Tout récemment, la Cour suprême de Corée du Sud, saisie par une soixantaine de plaignants mineurs appuyés par leurs parents, a enjoint l’État à modifier la loi en créant des objectifs annuels de réduction des émissions de gaz à effet de serre, en vue d’atteindre la neutralité carbone en 2050 (Do-Hyun Kim vs Corée du Sud, août 2024).
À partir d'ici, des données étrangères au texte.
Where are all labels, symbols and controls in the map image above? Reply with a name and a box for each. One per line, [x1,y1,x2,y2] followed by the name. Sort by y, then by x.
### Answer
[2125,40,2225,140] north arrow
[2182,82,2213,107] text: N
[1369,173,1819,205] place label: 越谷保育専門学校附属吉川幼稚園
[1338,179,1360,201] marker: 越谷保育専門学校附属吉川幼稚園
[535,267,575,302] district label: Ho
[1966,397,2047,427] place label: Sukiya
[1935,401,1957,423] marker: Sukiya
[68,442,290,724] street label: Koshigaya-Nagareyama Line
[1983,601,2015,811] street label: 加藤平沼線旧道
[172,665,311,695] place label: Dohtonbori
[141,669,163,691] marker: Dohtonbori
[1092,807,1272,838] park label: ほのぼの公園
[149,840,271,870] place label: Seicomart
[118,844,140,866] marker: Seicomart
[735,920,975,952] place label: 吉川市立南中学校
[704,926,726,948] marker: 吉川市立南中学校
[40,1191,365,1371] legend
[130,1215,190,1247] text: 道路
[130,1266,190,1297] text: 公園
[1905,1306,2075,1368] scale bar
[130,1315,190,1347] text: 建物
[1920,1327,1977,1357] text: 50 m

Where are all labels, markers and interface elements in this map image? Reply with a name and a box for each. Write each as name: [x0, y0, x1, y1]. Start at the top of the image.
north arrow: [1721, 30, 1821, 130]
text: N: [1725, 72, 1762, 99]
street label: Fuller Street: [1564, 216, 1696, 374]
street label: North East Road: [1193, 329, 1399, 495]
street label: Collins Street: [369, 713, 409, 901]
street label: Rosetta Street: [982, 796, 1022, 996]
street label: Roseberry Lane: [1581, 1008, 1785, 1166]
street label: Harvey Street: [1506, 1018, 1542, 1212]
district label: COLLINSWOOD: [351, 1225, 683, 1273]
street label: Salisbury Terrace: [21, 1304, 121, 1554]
Des jugements similaires ont aussi été rendus dans des pays du ‘Sud’ : Leghari vs Pakistan (2015), DeJusticia vs Colombie (2018).
« Près de 250.000 décès supplémentaires par an »
À chaque fois, les juges expriment deux arguments principaux : les droits fondamentaux des plaignants, garantis par les constitutions nationales ou par des chartes continentales de droits humains, sont mis en danger par les conséquences du changement climatique, notamment leur droit à la vie et celui de vivre dans un environnement sain ; les États sont par ailleurs engagés dans des accords internationaux qu’ils sont tenus de respecter.
Il y a un an, l’Organisation mondiale de la santé (OMS) rappelait que le changement climatique se traduit chaque année par des dizaines de milliers de morts, avec des « estimations prudentes » se montant entre 2030 et 2050 à « près de 250.000 décès supplémentaires par an ». « Le coût des dommages directs pour la santé se situe entre 2 et 4 milliards de dollars US par an d’ici 2030 », selon l’OMS. Cela souligne le lien effectif entre changements climatiques et remise en cause du droit humain à la vie, et fait écho à la question du financement de la nécessaire adaptation aux changements climatiques posée par la COP29 – notamment dans les pays du Sud les plus pauvres et les plus impactés, alors que les pays du Nord restent les plus responsables du fait de leurs émissions historiques de gaz à effet de serre. Ce déséquilibre des responsabilités reste au cœur des négociations.
Les juridictions internationales au chevet du climat
Lorsque les plaignants des recours climat sont déboutés à l’échelle nationale, ils peuvent se tourner vers des juridictions supranationales. C’est ce qu’a fait, avec succès, l’association des Aînées pour le climat suisse avec un jugement historique (KlimaSeniorinnen vs Suisse, 2024). En avril 2024, elle a obtenu devant la Cour européenne des droits de l’homme (CEDH) ce que la justice suisse lui a refusé par trois fois entre 2017 et 2020 : la reconnaissance que les objectifs nationaux de réduction des émissions devraient être quantifiés de façon plus ambitieuse et plus précise, incluant des « limites nationales » et un « budget carbone ».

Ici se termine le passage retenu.